[Exercise instructions] Scan the lines below for the word "Directions". Copy each line you find it in.

(Collected data)
■ ■ ■ ■

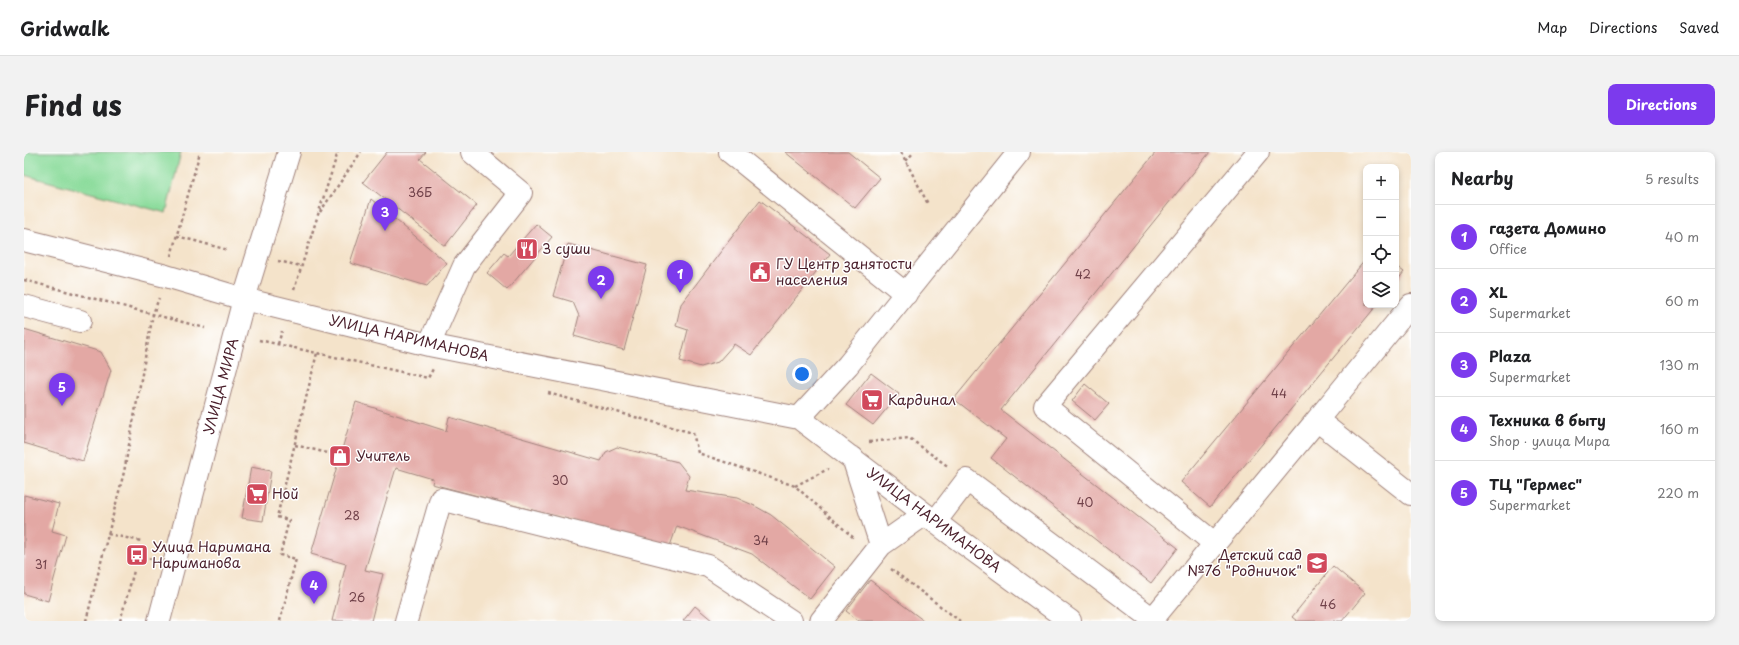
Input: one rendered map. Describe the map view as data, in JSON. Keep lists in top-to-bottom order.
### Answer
{
  "streets": {
    "street": ["УЛИЦА НАРИМАНОВА", "УЛИЦА МИРА"]
  },
  "crossings": [
    ["УЛИЦА НАРИМАНОВА", "УЛИЦА МИРА"]
  ],
  "places": {
    "restaurant": ["3 суши"],
    "public building": ["ГУ Центр занятости населения"],
    "supermarket": ["Кардинал", "Ной"],
    "shop": ["Учитель"],
    "bus stop": ["Улица Наримана Нариманова"],
    "school or university": ["Детский сад №76 \"Родничок\""]
  },
  "house_numbers": [
    "36Б",
    "42",
    "44",
    "30",
    "40",
    "28",
    "34",
    "31",
    "26",
    "46"
  ],
  "page": {
    "header": "Gridwalk",
    "nav": ["Map", "Directions", "Saved"],
    "title": "Find us",
    "buttons": "Directions",
    "heading": ["Nearby", "5 results"],
    "map_buttons": ["+", "−"],
    "pins": [
      "3",
      "1",
      "2",
      "5",
      "4"
    ],
    "list": [
      {
        "mark": "1",
        "name": "газета Домино",
        "note": "Office",
        "value": "40 m"
      },
      {
        "mark": "2",
        "name": "XL",
        "note": "Supermarket",
        "value": "60 m"
      },
      {
        "mark": "3",
        "name": "Plaza",
        "note": "Supermarket",
        "value": "130 m"
      },
      {
        "mark": "4",
        "name": "Техника в быту",
        "note": "Shop · улица Мира",
        "value": "160 m"
      },
      {
        "mark": "5",
        "name": "ТЦ \"Гермес\"",
        "note": "Supermarket",
        "value": "220 m"
      }
    ]
  }
}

■ ■ ■ ■

[Response]
    "nav": ["Map", "Directions", "Saved"],
    "buttons": "Directions",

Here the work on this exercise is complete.